§ Your objective: Each entry needs to be reproduced verbatim.
---- Material to process
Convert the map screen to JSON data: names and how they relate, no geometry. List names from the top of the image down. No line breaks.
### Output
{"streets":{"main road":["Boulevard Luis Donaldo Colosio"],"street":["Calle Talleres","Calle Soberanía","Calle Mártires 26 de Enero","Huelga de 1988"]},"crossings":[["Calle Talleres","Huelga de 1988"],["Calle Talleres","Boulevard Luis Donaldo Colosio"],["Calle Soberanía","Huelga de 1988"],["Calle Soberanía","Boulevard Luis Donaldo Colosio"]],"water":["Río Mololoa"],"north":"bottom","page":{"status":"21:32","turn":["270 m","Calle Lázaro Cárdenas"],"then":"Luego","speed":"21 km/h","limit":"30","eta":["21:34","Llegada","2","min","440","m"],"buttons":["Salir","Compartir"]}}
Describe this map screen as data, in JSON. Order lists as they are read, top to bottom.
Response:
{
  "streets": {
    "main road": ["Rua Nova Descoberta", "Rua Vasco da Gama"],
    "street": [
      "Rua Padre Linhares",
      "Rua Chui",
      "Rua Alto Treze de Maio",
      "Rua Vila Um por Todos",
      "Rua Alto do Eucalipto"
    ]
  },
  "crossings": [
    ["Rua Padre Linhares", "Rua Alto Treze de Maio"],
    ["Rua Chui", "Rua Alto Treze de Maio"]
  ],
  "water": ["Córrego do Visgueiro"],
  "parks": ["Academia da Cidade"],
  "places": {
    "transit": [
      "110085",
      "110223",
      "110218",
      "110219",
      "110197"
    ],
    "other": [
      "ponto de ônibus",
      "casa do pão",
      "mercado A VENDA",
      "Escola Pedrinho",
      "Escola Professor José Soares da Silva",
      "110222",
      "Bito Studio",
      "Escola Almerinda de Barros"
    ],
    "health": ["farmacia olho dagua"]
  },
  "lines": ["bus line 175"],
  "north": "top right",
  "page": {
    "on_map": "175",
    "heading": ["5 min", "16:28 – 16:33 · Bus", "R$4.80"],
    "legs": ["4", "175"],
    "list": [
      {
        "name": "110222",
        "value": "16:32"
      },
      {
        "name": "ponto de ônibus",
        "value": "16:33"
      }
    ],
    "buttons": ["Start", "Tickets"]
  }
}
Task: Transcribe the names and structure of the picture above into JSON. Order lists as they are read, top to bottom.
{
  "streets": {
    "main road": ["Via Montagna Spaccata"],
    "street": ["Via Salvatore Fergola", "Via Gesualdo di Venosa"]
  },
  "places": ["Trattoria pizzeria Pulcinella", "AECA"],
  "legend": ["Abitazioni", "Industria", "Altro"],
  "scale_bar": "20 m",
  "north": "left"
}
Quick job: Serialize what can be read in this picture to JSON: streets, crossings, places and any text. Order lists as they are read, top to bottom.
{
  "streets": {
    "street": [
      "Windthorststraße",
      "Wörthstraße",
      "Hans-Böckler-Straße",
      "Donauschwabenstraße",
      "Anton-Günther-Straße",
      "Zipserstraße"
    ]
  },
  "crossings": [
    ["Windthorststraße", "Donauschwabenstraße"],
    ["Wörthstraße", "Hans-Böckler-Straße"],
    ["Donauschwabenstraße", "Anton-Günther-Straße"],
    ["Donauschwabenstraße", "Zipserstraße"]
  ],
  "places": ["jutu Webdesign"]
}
--------
§ Solved exercise:
Convert the map screen to JSON data: names and how they relate, no geometry. List names from the top of the image down. No line breaks.
### Output
{"streets":{"main road":["Boulevard Luis Donaldo Colosio"],"street":["Calle Talleres","Calle Soberanía","Calle Mártires 26 de Enero","Huelga de 1988"]},"crossings":[["Calle Talleres","Huelga de 1988"],["Calle Talleres","Boulevard Luis Donaldo Colosio"],["Calle Soberanía","Huelga de 1988"],["Calle Soberanía","Boulevard Luis Donaldo Colosio"]],"water":["Río Mololoa"],"north":"bottom","page":{"status":"21:32","turn":["270 m","Calle Lázaro Cárdenas"],"then":"Luego","speed":"21 km/h","limit":"30","eta":["21:34","Llegada","2","min","440","m"],"buttons":["Salir","Compartir"]}}
Describe this map screen as data, in JSON. Order lists as they are read, top to bottom.
Response:
{
  "streets": {
    "main road": ["Rua Nova Descoberta", "Rua Vasco da Gama"],
    "street": [
      "Rua Padre Linhares",
      "Rua Chui",
      "Rua Alto Treze de Maio",
      "Rua Vila Um por Todos",
      "Rua Alto do Eucalipto"
    ]
  },
  "crossings": [
    ["Rua Padre Linhares", "Rua Alto Treze de Maio"],
    ["Rua Chui", "Rua Alto Treze de Maio"]
  ],
  "water": ["Córrego do Visgueiro"],
  "parks": ["Academia da Cidade"],
  "places": {
    "transit": [
      "110085",
      "110223",
      "110218",
      "110219",
      "110197"
    ],
    "other": [
      "ponto de ônibus",
      "casa do pão",
      "mercado A VENDA",
      "Escola Pedrinho",
      "Escola Professor José Soares da Silva",
      "110222",
      "Bito Studio",
      "Escola Almerinda de Barros"
    ],
    "health": ["farmacia olho dagua"]
  },
  "lines": ["bus line 175"],
  "north": "top right",
  "page": {
    "on_map": "175",
    "heading": ["5 min", "16:28 – 16:33 · Bus", "R$4.80"],
    "legs": ["4", "175"],
    "list": [
      {
        "name": "110222",
        "value": "16:32"
      },
      {
        "name": "ponto de ônibus",
        "value": "16:33"
      }
    ],
    "buttons": ["Start", "Tickets"]
  }
}
Task: Transcribe the names and structure of the picture above into JSON. Order lists as they are read, top to bottom.
{
  "streets": {
    "main road": ["Via Montagna Spaccata"],
    "street": ["Via Salvatore Fergola", "Via Gesualdo di Venosa"]
  },
  "places": ["Trattoria pizzeria Pulcinella", "AECA"],
  "legend": ["Abitazioni", "Industria", "Altro"],
  "scale_bar": "20 m",
  "north": "left"
}
Quick job: Serialize what can be read in this picture to JSON: streets, crossings, places and any text. Order lists as they are read, top to bottom.
{
  "streets": {
    "street": [
      "Windthorststraße",
      "Wörthstraße",
      "Hans-Böckler-Straße",
      "Donauschwabenstraße",
      "Anton-Günther-Straße",
      "Zipserstraße"
    ]
  },
  "crossings": [
    ["Windthorststraße", "Donauschwabenstraße"],
    ["Wörthstraße", "Hans-Böckler-Straße"],
    ["Donauschwabenstraße", "Anton-Günther-Straße"],
    ["Donauschwabenstraße", "Zipserstraße"]
  ],
  "places": ["jutu Webdesign"]
}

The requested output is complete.